Thursday, April 16, 2020

First Circuit holds that deemed-made clause in claims-made policy requires only notice of the possibility that a claim will be brought against the policyholder



On September 23, 2013, the SEC began investigation of an investment advisory firm called F-Squared.  An investigation order (the "Formal Order") indicated that the SEC had information that tended to show that from at least January 1, 2009, F-Squared had distributed false and misleading advertisements to clients or prospective clients in violation of law. 

On October 2, 2013, the SEC served a subpoena on F-Squared in connection with the investigation. On October 18, 2013, upon request from F-Squared, the SEC provided it with a copy of the Formal Order.

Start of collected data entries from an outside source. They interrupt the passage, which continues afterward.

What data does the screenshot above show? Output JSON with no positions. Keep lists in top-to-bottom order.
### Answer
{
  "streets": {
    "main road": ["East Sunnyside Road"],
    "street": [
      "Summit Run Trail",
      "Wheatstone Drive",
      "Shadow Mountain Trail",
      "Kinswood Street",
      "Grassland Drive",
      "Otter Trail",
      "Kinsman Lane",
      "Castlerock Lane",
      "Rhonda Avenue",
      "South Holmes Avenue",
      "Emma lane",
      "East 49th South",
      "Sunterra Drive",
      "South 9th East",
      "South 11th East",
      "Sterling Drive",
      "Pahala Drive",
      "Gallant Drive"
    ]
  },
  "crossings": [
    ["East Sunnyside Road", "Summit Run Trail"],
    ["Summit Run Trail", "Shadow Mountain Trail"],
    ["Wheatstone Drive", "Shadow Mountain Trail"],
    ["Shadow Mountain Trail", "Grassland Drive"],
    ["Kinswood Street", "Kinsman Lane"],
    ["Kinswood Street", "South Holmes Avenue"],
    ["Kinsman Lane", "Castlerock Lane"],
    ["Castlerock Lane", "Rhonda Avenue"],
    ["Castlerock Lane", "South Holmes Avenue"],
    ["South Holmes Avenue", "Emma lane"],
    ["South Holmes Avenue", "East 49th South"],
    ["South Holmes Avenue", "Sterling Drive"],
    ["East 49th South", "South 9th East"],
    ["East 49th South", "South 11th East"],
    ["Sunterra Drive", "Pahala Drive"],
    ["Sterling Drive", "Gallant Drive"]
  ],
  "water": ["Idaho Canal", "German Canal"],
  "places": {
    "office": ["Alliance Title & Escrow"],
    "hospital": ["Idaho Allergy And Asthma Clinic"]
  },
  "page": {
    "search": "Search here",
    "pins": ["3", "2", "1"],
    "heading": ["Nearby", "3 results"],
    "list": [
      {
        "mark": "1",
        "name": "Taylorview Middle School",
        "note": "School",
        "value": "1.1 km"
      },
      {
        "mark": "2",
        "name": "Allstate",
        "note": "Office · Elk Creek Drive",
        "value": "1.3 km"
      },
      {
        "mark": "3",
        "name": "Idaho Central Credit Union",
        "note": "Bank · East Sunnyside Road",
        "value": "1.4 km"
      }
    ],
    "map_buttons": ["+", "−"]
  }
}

F-Squared had been issued a primary insurance policy by Columbia Casualty Company for two consecutive policy years.  For the first year, October 3, 2012 to October 3, 2013, F-Squared had an excess policy from Federal Insurance Company,  The total limit between the two insurers for that  policy year was $10 million.

For the second policy year, October 3, 2013 to October 3, 2014 F-Squared had additional excess coverage from Zurich and XL, for a total of $20 million in coverage.

The policies were claims made policies that provided coverage for "any claim first made against F-Squared during the policy period."  The policies had a "deemed-made" clause under which a claim is deemed "first made" upon "an insured being identified by name in an order of investigation [or] subpoena . . .  as someone against whom a civil. criminal, administrative or regular proceeding may be brought."

F-Squared notified the insurers of the investigation and requested coverage under the policies. Columbia and Federal paid their combined $10 million policy limit for the 2012-2013 policy year.

The other excess insurers denied coverage on the basis that the SEC investigation constituted a claim that was first made prior to the 2013-2014 policy year.

F-Squared filed for bankruptcy.  Craig Jalbert, in his capacity as trustee of the F2 Liquidating Trust, sued the excess insurers.   He argued that the deemed-made clause was inapplicable because the Formal Order did not state that the SEC would bring a proceeding against F-Squared.  He argued that the phrase "may be brought" in the deemed-made clause required a "reasonable possibility," not a  "weak possibility" of a claim.  He asserted that the Formal Order did not indicate whether and to what extent SEC proceedings against F-Squared were a reasonable possibility.

In Jalbert v. Zurich Services Corp. 953 F.3d 143 (1st Cir. 2020), the United States Court of Appeals for the First Circuit disagreed.  It held that the deemed-made clause precluded coverage because the word "may" in the clause required only notice of a possiblity that a proceeding will be brought, and the Formal Order expressed such a possibility.